### Problem statement
Each line below must be set down exactly as it stands.

### Material provided
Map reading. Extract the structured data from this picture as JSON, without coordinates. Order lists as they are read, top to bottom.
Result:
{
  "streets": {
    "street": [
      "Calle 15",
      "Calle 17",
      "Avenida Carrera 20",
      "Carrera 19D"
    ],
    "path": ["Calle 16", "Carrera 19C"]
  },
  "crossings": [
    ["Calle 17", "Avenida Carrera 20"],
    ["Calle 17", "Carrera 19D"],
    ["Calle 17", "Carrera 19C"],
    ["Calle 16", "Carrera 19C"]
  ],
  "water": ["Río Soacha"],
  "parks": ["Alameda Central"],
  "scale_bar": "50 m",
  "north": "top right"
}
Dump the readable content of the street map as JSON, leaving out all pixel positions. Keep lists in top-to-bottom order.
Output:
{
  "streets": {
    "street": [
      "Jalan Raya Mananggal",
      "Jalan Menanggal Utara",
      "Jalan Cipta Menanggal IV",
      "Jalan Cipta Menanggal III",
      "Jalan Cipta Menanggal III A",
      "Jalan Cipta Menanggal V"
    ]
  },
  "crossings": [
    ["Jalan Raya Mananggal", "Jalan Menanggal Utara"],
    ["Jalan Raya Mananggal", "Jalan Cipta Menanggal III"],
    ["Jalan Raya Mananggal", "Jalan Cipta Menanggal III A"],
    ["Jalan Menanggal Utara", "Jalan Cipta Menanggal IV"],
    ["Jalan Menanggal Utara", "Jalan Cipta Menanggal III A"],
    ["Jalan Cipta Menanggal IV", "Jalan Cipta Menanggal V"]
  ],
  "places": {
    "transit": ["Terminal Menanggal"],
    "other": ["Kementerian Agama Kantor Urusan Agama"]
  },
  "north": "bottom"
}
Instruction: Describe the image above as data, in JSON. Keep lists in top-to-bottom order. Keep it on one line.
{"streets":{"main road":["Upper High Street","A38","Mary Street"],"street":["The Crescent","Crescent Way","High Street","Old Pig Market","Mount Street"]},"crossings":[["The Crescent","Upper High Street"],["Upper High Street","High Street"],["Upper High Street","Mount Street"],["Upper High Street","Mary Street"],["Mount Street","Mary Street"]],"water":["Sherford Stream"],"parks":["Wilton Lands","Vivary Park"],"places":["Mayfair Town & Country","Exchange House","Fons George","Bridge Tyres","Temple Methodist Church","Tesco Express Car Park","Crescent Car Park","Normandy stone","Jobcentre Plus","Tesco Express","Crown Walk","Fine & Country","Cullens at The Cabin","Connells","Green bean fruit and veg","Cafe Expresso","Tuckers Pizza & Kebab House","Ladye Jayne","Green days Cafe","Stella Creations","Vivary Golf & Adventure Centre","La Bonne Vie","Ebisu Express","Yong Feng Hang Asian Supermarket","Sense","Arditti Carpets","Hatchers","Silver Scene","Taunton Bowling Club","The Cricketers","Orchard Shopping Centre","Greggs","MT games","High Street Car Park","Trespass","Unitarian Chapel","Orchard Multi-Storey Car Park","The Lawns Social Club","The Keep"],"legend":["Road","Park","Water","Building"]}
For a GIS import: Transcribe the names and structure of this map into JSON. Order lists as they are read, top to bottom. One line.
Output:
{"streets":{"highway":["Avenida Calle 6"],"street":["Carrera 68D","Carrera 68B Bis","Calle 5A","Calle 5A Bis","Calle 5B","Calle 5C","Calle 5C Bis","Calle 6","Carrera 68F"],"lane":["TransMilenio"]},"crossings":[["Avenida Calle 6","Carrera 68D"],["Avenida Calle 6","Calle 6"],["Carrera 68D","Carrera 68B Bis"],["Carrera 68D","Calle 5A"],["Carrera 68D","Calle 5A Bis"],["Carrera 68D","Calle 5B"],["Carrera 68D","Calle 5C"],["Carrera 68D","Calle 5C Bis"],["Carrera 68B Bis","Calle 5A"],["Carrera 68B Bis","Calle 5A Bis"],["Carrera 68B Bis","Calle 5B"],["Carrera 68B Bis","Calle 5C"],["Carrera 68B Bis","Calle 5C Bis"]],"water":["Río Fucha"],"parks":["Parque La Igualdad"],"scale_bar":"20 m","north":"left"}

### Answer section
Map reading. Extract the structured data from this picture as JSON, without coordinates. Order lists as they are read, top to bottom.
Result:
{
  "streets": {
    "street": [
      "Calle 15",
      "Calle 17",
      "Avenida Carrera 20",
      "Carrera 19D"
    ],
    "path": ["Calle 16", "Carrera 19C"]
  },
  "crossings": [
    ["Calle 17", "Avenida Carrera 20"],
    ["Calle 17", "Carrera 19D"],
    ["Calle 17", "Carrera 19C"],
    ["Calle 16", "Carrera 19C"]
  ],
  "water": ["Río Soacha"],
  "parks": ["Alameda Central"],
  "scale_bar": "50 m",
  "north": "top right"
}
Dump the readable content of the street map as JSON, leaving out all pixel positions. Keep lists in top-to-bottom order.
Output:
{
  "streets": {
    "street": [
      "Jalan Raya Mananggal",
      "Jalan Menanggal Utara",
      "Jalan Cipta Menanggal IV",
      "Jalan Cipta Menanggal III",
      "Jalan Cipta Menanggal III A",
      "Jalan Cipta Menanggal V"
    ]
  },
  "crossings": [
    ["Jalan Raya Mananggal", "Jalan Menanggal Utara"],
    ["Jalan Raya Mananggal", "Jalan Cipta Menanggal III"],
    ["Jalan Raya Mananggal", "Jalan Cipta Menanggal III A"],
    ["Jalan Menanggal Utara", "Jalan Cipta Menanggal IV"],
    ["Jalan Menanggal Utara", "Jalan Cipta Menanggal III A"],
    ["Jalan Cipta Menanggal IV", "Jalan Cipta Menanggal V"]
  ],
  "places": {
    "transit": ["Terminal Menanggal"],
    "other": ["Kementerian Agama Kantor Urusan Agama"]
  },
  "north": "bottom"
}
Instruction: Describe the image above as data, in JSON. Keep lists in top-to-bottom order. Keep it on one line.
{"streets":{"main road":["Upper High Street","A38","Mary Street"],"street":["The Crescent","Crescent Way","High Street","Old Pig Market","Mount Street"]},"crossings":[["The Crescent","Upper High Street"],["Upper High Street","High Street"],["Upper High Street","Mount Street"],["Upper High Street","Mary Street"],["Mount Street","Mary Street"]],"water":["Sherford Stream"],"parks":["Wilton Lands","Vivary Park"],"places":["Mayfair Town & Country","Exchange House","Fons George","Bridge Tyres","Temple Methodist Church","Tesco Express Car Park","Crescent Car Park","Normandy stone","Jobcentre Plus","Tesco Express","Crown Walk","Fine & Country","Cullens at The Cabin","Connells","Green bean fruit and veg","Cafe Expresso","Tuckers Pizza & Kebab House","Ladye Jayne","Green days Cafe","Stella Creations","Vivary Golf & Adventure Centre","La Bonne Vie","Ebisu Express","Yong Feng Hang Asian Supermarket","Sense","Arditti Carpets","Hatchers","Silver Scene","Taunton Bowling Club","The Cricketers","Orchard Shopping Centre","Greggs","MT games","High Street Car Park","Trespass","Unitarian Chapel","Orchard Multi-Storey Car Park","The Lawns Social Club","The Keep"],"legend":["Road","Park","Water","Building"]}
For a GIS import: Transcribe the names and structure of this map into JSON. Order lists as they are read, top to bottom. One line.
Output:
{"streets":{"highway":["Avenida Calle 6"],"street":["Carrera 68D","Carrera 68B Bis","Calle 5A","Calle 5A Bis","Calle 5B","Calle 5C","Calle 5C Bis","Calle 6","Carrera 68F"],"lane":["TransMilenio"]},"crossings":[["Avenida Calle 6","Carrera 68D"],["Avenida Calle 6","Calle 6"],["Carrera 68D","Carrera 68B Bis"],["Carrera 68D","Calle 5A"],["Carrera 68D","Calle 5A Bis"],["Carrera 68D","Calle 5B"],["Carrera 68D","Calle 5C"],["Carrera 68D","Calle 5C Bis"],["Carrera 68B Bis","Calle 5A"],["Carrera 68B Bis","Calle 5A Bis"],["Carrera 68B Bis","Calle 5B"],["Carrera 68B Bis","Calle 5C"],["Carrera 68B Bis","Calle 5C Bis"]],"water":["Río Fucha"],"parks":["Parque La Igualdad"],"scale_bar":"20 m","north":"left"}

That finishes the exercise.